§ **WHAT THE EXERCISE ASKS**
This calls for a verbatim copy of all the data, with no images carried over.

** Opening INPUT block **

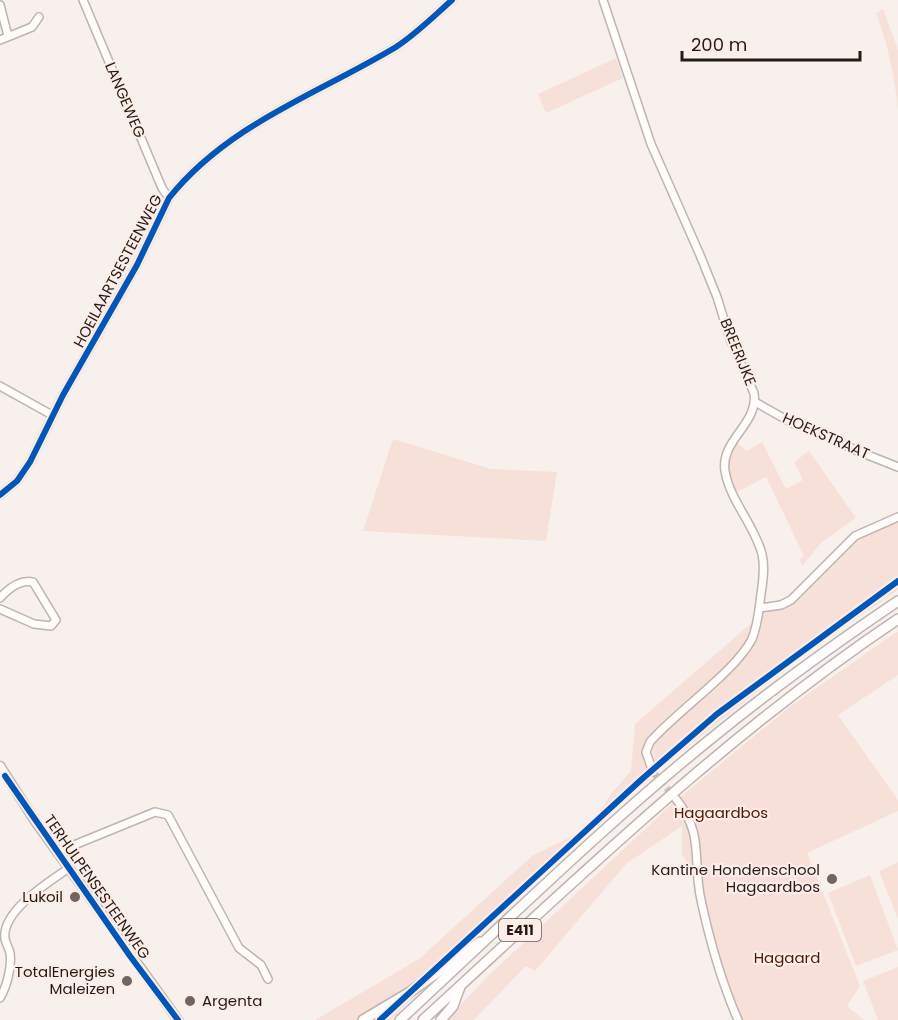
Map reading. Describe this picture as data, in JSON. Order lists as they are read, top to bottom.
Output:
{
  "streets": {
    "highway": ["E411"],
    "main road": ["TERHULPENSESTEENWEG"],
    "street": [
      "LANGEWEG",
      "HOEILAARTSESTEENWEG",
      "BREERIJKE",
      "HOEKSTRAAT"
    ]
  },
  "crossings": [
    ["LANGEWEG", "HOEILAARTSESTEENWEG"],
    ["BREERIJKE", "HOEKSTRAAT"]
  ],
  "parks": ["Hagaardbos", "Hagaard"],
  "places": [
    "Kantine Hondenschool Hagaardbos",
    "Lukoil",
    "TotalEnergies Maleizen",
    "Argenta"
  ],
  "scale_bar": "200 m"
}
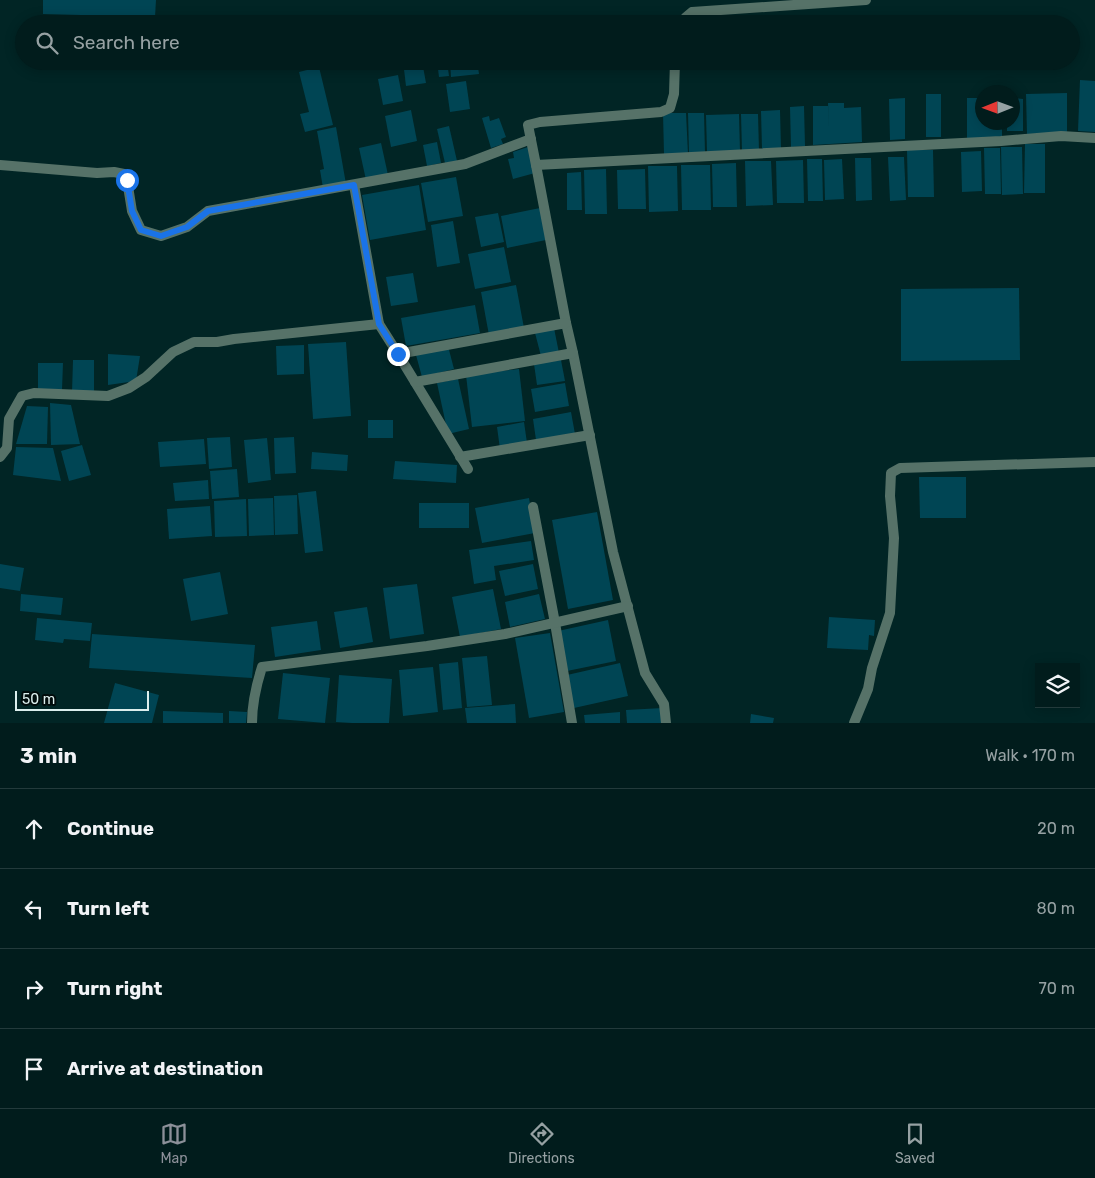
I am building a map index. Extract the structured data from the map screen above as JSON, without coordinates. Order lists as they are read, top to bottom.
{
  "scale_bar": "50 m",
  "north": "left",
  "page": {
    "search": "Search here",
    "scale": "50 m",
    "heading": ["3 min", "Walk · 170 m"],
    "list": [
      ["Continue", "20 m"],
      ["Turn left", "80 m"],
      ["Turn right", "70 m"],
      "Arrive at destination"
    ],
    "nav": ["Map", "Directions", "Saved"]
  }
}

** Closing INPUT block **

§ **SOLUTION TO THE PROBLEM**
Map reading. Describe this picture as data, in JSON. Order lists as they are read, top to bottom.
Output:
{
  "streets": {
    "highway": ["E411"],
    "main road": ["TERHULPENSESTEENWEG"],
    "street": [
      "LANGEWEG",
      "HOEILAARTSESTEENWEG",
      "BREERIJKE",
      "HOEKSTRAAT"
    ]
  },
  "crossings": [
    ["LANGEWEG", "HOEILAARTSESTEENWEG"],
    ["BREERIJKE", "HOEKSTRAAT"]
  ],
  "parks": ["Hagaardbos", "Hagaard"],
  "places": [
    "Kantine Hondenschool Hagaardbos",
    "Lukoil",
    "TotalEnergies Maleizen",
    "Argenta"
  ],
  "scale_bar": "200 m"
}
I am building a map index. Extract the structured data from the map screen above as JSON, without coordinates. Order lists as they are read, top to bottom.
{
  "scale_bar": "50 m",
  "north": "left",
  "page": {
    "search": "Search here",
    "scale": "50 m",
    "heading": ["3 min", "Walk · 170 m"],
    "list": [
      ["Continue", "20 m"],
      ["Turn left", "80 m"],
      ["Turn right", "70 m"],
      "Arrive at destination"
    ],
    "nav": ["Map", "Directions", "Saved"]
  }
}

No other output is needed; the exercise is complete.